**ASSIGNMENT:** Read through the listing below and return only the lines containing "strong".

-- WORKING DATA follows --

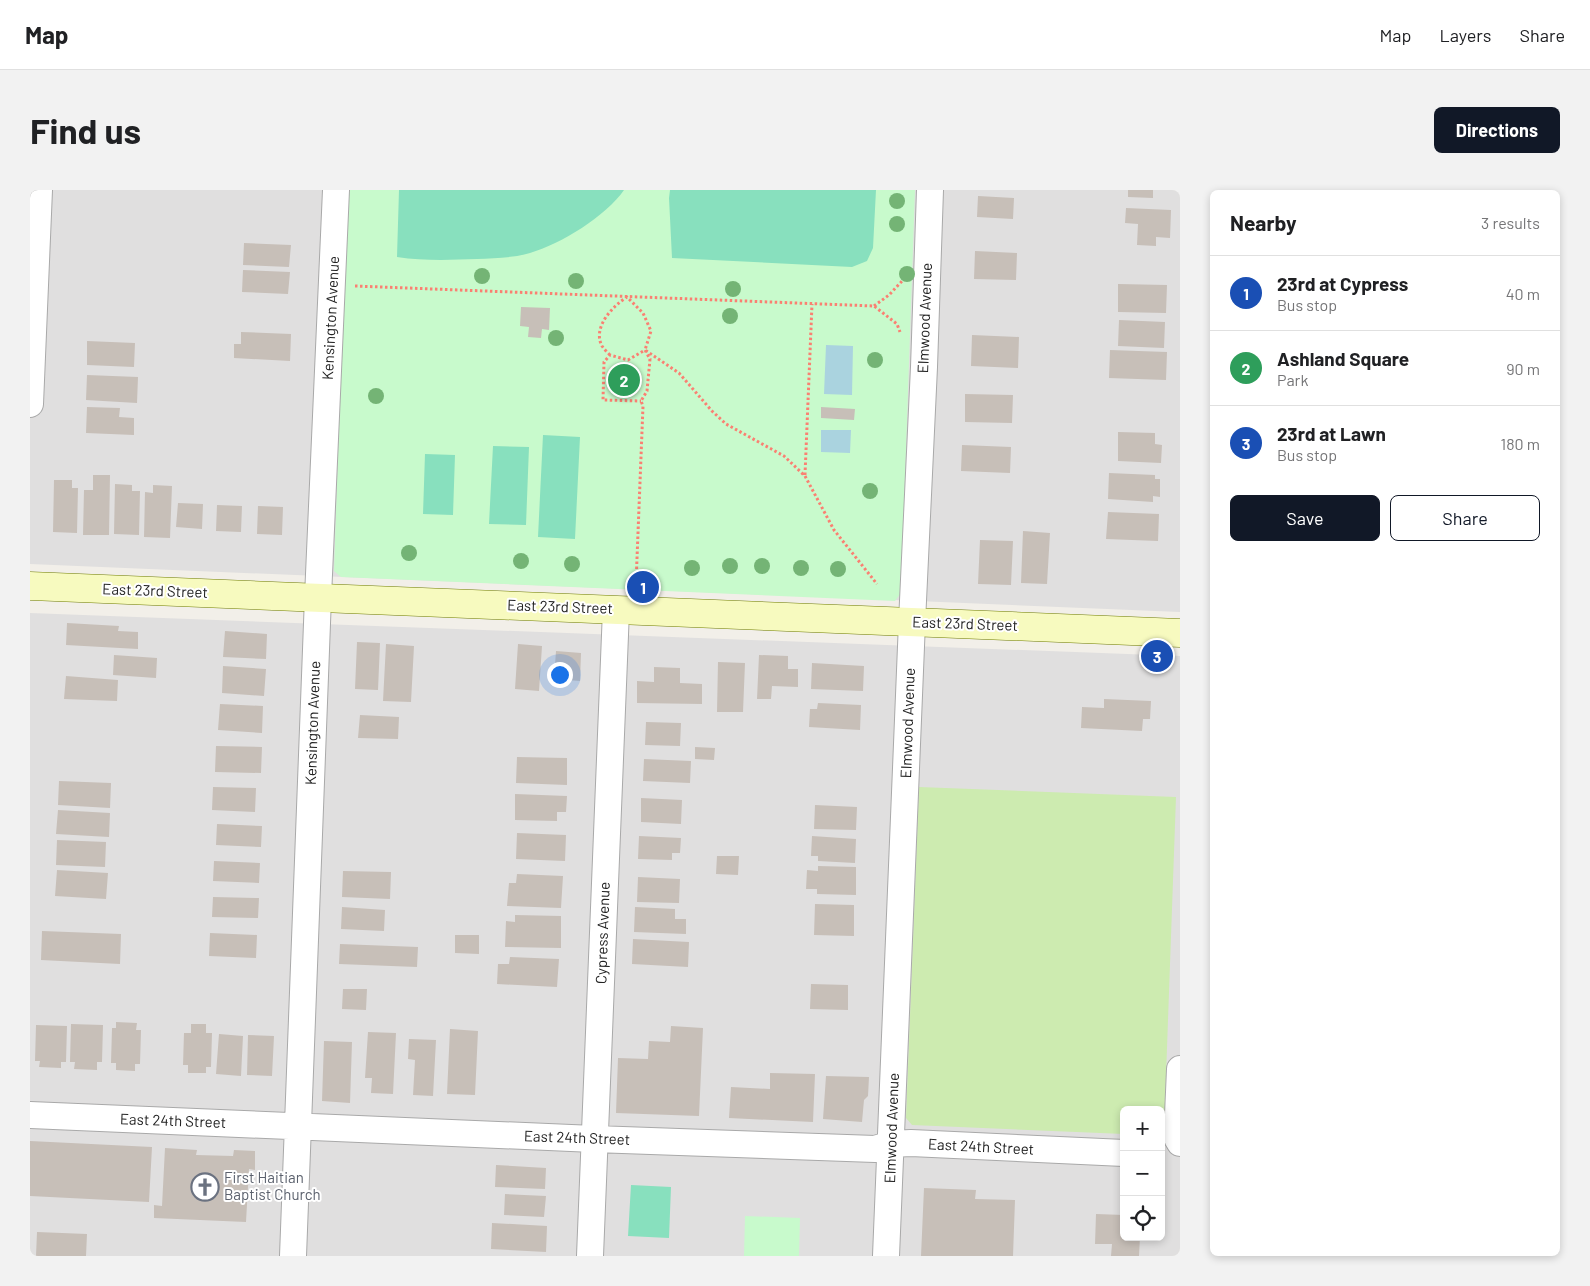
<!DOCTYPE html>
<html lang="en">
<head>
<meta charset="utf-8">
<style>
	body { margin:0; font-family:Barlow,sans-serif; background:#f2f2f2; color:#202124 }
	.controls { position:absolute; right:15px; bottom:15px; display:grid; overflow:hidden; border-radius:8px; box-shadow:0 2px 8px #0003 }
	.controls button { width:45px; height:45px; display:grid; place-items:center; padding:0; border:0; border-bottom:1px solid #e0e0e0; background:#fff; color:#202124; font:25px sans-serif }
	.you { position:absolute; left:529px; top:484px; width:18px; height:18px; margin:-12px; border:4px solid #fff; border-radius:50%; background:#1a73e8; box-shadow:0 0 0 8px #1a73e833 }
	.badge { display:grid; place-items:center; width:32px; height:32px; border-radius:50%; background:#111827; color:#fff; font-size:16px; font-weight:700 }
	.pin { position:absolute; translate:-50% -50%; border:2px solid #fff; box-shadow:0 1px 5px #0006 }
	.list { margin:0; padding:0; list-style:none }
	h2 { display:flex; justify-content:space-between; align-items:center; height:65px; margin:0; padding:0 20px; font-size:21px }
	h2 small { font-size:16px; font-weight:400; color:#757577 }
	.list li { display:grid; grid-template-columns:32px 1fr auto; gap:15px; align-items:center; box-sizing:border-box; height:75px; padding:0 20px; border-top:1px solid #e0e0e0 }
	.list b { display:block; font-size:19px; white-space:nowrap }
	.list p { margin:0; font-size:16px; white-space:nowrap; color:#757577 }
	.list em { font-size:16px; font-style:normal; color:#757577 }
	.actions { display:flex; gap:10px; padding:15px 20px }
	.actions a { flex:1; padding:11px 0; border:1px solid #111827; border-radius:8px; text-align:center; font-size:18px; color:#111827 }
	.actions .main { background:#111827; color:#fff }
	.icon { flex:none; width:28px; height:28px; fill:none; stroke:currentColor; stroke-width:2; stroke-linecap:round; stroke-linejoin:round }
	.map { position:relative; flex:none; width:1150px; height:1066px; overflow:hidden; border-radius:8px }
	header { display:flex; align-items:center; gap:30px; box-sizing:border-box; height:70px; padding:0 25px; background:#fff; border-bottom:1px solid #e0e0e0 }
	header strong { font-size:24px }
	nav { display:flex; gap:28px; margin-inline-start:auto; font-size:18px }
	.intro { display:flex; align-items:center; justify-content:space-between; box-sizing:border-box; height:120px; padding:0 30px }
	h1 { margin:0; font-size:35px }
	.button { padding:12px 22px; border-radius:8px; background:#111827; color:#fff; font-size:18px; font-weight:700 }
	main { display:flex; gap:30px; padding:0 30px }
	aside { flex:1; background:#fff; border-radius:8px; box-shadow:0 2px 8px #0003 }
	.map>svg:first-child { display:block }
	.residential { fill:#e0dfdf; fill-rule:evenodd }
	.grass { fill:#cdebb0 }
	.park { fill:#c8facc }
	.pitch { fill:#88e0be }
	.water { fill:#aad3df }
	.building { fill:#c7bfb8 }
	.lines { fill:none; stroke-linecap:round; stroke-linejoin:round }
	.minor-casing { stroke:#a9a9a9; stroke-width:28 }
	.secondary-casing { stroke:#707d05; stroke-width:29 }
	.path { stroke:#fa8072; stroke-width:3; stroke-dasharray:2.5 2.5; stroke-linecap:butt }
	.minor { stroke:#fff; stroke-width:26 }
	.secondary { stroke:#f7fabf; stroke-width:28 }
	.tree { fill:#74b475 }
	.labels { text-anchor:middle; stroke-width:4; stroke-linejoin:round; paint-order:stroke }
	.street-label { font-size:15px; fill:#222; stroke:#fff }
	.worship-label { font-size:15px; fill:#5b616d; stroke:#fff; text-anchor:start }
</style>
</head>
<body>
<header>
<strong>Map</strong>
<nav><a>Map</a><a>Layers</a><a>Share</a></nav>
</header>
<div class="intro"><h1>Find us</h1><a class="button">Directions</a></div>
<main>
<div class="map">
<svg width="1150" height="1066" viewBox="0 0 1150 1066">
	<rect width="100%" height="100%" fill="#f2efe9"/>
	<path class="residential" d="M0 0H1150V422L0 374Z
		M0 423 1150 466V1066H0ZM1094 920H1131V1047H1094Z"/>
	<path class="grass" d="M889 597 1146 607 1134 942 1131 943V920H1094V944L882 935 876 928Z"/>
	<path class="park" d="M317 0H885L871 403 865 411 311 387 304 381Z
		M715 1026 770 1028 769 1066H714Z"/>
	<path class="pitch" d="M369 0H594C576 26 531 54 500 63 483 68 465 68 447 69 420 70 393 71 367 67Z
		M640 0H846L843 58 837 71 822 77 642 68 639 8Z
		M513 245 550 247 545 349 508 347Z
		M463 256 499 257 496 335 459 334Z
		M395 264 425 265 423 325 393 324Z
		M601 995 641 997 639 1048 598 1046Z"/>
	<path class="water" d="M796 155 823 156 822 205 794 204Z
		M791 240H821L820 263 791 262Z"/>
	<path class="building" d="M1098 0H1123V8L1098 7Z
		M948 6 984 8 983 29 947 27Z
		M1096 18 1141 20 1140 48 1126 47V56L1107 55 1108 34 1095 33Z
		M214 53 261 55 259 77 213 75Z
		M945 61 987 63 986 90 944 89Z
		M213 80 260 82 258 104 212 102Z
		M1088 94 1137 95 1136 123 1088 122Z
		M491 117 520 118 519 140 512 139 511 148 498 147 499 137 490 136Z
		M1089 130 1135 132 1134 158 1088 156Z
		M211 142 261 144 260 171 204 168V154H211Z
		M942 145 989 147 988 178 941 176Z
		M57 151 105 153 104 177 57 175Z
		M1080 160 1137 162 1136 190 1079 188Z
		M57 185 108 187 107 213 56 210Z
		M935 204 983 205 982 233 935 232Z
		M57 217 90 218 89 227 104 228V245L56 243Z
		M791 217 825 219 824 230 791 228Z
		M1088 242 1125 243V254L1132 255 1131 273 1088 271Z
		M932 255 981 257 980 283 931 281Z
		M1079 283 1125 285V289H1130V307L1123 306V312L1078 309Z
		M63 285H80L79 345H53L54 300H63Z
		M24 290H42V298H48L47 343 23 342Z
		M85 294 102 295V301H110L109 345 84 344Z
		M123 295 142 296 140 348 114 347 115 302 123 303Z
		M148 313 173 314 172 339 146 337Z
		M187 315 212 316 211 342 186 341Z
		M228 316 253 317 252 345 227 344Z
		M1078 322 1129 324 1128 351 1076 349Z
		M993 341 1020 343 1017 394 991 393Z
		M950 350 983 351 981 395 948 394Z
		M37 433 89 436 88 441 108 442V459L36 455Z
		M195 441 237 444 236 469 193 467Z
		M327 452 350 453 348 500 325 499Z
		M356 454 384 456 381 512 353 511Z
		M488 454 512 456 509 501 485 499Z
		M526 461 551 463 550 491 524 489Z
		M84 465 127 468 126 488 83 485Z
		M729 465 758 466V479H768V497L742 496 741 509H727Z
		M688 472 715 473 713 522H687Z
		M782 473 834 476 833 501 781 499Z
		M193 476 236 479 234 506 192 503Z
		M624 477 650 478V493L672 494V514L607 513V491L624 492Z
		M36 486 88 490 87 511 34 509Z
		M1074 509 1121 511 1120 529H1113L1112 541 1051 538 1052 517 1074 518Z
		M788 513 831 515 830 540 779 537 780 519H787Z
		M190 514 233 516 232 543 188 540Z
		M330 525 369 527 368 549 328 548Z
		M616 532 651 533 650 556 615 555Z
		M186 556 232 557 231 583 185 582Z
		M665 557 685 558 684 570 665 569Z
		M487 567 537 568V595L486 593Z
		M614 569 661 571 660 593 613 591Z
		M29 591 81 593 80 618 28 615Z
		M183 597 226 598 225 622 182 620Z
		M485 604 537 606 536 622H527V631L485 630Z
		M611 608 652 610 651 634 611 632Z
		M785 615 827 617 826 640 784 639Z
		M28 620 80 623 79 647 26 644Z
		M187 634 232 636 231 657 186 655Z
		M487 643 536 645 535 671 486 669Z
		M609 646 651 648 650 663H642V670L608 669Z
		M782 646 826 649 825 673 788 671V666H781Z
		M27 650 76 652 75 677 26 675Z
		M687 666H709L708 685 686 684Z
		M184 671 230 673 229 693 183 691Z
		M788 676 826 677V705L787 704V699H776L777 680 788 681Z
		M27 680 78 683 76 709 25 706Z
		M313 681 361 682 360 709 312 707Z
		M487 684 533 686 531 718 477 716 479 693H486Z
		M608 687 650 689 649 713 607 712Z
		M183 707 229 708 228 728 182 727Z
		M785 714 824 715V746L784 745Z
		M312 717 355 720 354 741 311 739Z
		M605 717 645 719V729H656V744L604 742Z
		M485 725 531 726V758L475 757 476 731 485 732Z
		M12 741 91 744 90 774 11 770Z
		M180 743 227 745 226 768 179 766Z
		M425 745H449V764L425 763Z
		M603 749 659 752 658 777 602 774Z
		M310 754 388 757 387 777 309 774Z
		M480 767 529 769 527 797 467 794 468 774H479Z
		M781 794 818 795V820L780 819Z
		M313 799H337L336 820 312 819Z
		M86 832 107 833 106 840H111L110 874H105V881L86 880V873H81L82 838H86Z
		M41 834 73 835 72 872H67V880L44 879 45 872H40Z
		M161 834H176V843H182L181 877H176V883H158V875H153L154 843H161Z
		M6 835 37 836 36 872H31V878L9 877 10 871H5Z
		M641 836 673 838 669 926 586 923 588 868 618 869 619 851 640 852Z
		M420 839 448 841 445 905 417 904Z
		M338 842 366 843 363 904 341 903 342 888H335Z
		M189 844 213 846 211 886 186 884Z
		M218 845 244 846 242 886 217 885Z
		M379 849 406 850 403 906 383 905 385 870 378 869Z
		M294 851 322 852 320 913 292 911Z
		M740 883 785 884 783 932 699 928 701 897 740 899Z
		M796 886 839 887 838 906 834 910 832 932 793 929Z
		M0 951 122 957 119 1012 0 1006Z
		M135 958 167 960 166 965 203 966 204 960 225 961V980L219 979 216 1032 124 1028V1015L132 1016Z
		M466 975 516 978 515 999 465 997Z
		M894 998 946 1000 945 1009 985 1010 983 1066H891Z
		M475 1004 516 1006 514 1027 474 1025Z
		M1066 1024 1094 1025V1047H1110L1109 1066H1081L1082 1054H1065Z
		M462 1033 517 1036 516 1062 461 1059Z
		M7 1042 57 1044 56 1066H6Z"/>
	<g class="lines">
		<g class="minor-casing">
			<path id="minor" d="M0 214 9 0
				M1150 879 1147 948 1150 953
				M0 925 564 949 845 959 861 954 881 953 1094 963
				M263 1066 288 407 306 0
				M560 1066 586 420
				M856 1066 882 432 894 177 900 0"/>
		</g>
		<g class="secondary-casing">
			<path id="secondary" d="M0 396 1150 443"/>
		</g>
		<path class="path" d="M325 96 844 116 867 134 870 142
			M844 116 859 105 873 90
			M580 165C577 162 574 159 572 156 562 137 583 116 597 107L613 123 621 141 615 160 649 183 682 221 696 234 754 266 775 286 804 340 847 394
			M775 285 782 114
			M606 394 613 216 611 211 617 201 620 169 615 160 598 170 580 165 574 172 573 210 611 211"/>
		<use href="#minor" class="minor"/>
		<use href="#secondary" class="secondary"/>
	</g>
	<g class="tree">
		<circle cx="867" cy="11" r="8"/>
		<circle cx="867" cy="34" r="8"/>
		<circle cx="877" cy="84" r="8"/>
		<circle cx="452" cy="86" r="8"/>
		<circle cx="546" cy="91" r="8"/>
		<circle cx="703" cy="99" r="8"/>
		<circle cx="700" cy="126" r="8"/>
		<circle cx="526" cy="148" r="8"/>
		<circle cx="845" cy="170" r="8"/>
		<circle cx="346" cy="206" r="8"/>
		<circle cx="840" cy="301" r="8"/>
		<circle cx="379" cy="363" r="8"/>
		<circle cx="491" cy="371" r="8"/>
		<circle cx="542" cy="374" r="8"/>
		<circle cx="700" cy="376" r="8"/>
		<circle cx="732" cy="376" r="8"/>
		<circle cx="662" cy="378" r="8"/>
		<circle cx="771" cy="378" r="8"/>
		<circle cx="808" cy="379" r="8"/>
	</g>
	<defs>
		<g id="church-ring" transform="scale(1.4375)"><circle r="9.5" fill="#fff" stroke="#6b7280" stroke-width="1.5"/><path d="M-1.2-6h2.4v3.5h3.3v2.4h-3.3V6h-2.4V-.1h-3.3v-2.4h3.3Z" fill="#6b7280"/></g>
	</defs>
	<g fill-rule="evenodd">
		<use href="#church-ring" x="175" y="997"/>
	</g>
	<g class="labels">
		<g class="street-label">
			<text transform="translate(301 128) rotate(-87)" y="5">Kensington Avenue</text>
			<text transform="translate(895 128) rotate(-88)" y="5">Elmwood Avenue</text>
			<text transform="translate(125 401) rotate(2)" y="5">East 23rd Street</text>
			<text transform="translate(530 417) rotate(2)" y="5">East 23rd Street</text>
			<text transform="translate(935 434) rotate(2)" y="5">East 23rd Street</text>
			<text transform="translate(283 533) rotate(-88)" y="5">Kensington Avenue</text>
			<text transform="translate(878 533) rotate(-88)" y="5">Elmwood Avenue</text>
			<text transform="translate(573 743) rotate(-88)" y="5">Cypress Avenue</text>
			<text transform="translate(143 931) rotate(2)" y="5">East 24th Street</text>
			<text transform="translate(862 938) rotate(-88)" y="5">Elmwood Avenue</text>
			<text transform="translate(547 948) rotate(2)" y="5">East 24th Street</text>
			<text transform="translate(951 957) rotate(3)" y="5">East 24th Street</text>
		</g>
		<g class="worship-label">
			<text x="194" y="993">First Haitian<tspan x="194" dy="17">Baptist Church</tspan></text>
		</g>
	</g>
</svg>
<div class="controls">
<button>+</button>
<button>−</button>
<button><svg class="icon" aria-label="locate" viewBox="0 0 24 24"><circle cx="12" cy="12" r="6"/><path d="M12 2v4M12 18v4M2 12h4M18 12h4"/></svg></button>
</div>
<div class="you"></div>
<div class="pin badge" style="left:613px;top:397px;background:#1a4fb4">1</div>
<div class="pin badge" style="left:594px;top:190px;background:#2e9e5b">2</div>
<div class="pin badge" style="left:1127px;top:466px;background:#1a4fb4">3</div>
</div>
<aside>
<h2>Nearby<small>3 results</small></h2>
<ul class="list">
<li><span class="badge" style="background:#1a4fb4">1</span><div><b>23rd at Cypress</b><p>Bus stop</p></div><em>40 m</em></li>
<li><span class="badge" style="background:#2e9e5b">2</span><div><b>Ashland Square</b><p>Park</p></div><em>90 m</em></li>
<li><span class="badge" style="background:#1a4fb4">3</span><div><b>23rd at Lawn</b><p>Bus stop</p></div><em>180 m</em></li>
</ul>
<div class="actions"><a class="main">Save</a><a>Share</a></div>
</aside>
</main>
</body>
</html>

-- WORKING DATA concluded --

**EXERCISE RESPONSE:**
	header strong { font-size:24px }
<strong>Map</strong>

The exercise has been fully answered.